Will try for better pics tomorrow.


----------



## Jean3993 (Dec 21, 2021)

Thanks for the responses. They give me a bit of hope!


----------



## Darby (Dec 18, 2020)

Is there no adjustment at the other end at the control ala bicycle or mc cables. Sorry if thats a dumb thought, I don't have any quick stick experience myself.


----------



## UNDERTAKER (Dec 30, 2013)

*I Need A Pic From The Start Of The Cable To The End Of The Cable. The Big Picture Is What I Am Looking For.*


----------



## Jean3993 (Dec 21, 2021)

Darby said:


> Is there no adjustment at the other end at the control ala bicycle or mc cables. Sorry if thats a dumb thought, I don't have any quick stick experience myself.

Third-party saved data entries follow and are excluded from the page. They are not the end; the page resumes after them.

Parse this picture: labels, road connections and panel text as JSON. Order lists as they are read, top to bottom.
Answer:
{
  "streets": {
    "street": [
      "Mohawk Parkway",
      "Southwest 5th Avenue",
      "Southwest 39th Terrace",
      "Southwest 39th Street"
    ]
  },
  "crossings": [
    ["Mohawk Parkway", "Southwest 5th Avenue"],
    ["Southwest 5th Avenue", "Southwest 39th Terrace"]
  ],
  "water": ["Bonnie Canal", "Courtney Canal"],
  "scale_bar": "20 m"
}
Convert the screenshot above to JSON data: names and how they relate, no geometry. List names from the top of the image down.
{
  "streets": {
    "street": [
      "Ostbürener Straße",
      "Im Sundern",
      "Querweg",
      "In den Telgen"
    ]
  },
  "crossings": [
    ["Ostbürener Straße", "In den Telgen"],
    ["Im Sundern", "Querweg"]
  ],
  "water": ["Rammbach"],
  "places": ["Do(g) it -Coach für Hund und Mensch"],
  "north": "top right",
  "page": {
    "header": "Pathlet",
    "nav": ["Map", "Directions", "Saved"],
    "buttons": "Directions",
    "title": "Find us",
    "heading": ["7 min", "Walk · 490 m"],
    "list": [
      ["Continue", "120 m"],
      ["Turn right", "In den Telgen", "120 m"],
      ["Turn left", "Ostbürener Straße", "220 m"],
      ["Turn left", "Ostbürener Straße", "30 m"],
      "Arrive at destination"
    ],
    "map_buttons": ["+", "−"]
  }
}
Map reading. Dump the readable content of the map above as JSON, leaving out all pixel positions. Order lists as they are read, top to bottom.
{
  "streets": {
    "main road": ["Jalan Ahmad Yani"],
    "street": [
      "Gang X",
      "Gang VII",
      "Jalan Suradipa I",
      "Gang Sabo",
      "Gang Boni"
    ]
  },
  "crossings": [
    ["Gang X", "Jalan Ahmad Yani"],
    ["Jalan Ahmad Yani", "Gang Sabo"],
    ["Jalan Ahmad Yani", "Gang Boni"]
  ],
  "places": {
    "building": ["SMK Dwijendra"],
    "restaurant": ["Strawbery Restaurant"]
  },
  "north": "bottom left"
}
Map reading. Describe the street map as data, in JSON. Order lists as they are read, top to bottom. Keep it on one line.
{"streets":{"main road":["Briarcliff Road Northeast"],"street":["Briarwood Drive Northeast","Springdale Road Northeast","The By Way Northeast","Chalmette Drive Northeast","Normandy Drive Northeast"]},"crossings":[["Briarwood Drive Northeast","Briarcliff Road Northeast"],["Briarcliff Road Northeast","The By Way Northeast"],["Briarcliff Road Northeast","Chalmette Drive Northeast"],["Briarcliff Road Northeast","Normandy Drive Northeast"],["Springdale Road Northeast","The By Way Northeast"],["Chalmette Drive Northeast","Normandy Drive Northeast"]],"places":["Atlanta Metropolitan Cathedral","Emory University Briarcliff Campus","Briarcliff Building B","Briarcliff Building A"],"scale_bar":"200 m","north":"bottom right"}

That’s a good question. Taking a look at the Quick Stick end of the cable means taking the Quick Stick apart. I have a picture from the service manual of how to do this, but it’s complicated, so I haven’t tried it yet. Does anyone know if it’s possible to adjust the length of the cable from the front end?


----------



## UNDERTAKER (Dec 30, 2013)

*The Rod Is What Turns It The Cable Is What Runs The Deflector. Check and See If There Are Bolts Missing In The Rod.*


----------



## Jean3993 (Dec 21, 2021)

UNDERTAKER said:


> *I Need A Pic From The Start Of The Cable To The End Of The Cable. The Big Picture Is What I Am Looking For.*


Got it. I’ll try to get better pictures tomorrow. It’s too dark in my shed to do it now. Thanks for offering to help.


UNDERTAKER said:


> *The Rod Is What Turns It The Cable Is What Runs The Deflector. Check and See If There Are Bolts Missing In The Rod.*


You’re right, there’s a rod which turns the chute so it points in different directions, but it’s working fine. No problem. The cable in question hooks into a latch which latches onto a gear which holds the chute in place so it doesn’t swing around. That’s where the problem is. There’s a second cable which comes from the Quick Stick, and adjusts the angle of the deflector at the top of the chute. That second cable is working fine also.


----------



## UNDERTAKER (Dec 30, 2013)

*Did You Try Pulling On it???? Where Did You Buy It Also??? Wonder Who Ever Put It Together Mixed Up The Cables.*


----------



## Jean3993 (Dec 21, 2021)

UNDERTAKER said:


> *Did You Try Pulling On it???? Where Did You Buy It Also??? Wonder Who Ever Put It Together Mixed Up The Cables.*


I did try pulling it - hard, many times - it didn’t budge. I also tried spraying everything with WD40 - that didn’t help either. I bought the snowblower online from Home Depot, so no help there. It came in a great big box, already mostly assembled, and was simple to put together. As far as I can tell, they didn’t mix up the cables when it was assembled. The second cable, which adjusts the angle of the deflector on the chute - is much longer than this one by about 3 feet, and works just fine where it is. I’ve got pictures from the service manual, and this is the right cable, and it’s in the right place. It’s just a bit too short by about 1/2 inch. Very frustrating!


----------



## Grunt (Nov 11, 2013)

Hello Jean, welcome to SBF. Looking at your photo, it appears that your "chute latch" is broken at the points shown with yellow arrows. I included a photo of the part number 130-9607. The end of the cable should fit into the ears which are broken off. I hope this helps.


----------



## sledman8002002 (Jan 20, 2021)

I may be mistaken, but I believe Toro has put the wrong drawing photo of the chute latch. I did some searching, part number 130-9607 comes up as the photo I inserted (from partstree).
I also cropped and brightened your photo (Jean) as much as I could, yours looks to be very similar to my eyes.
'IF' this is the case, with your fingers bring the spring loaded chute latch backwards to allow you to slip the bullet of the cable end into the latch and hopefully it will be good to go.
If you cant bring it back far enough due to spring tension, simply unbolt the bolt the latch, install bullet end and bolt back into place.


----------



## Jean3993 (Dec 21, 2021)

The photo you included above does show the right part for the chute latch. It’s identical to the one on my machine. It’s hard to see on the photo I sent before so I’ve inserted a better one below.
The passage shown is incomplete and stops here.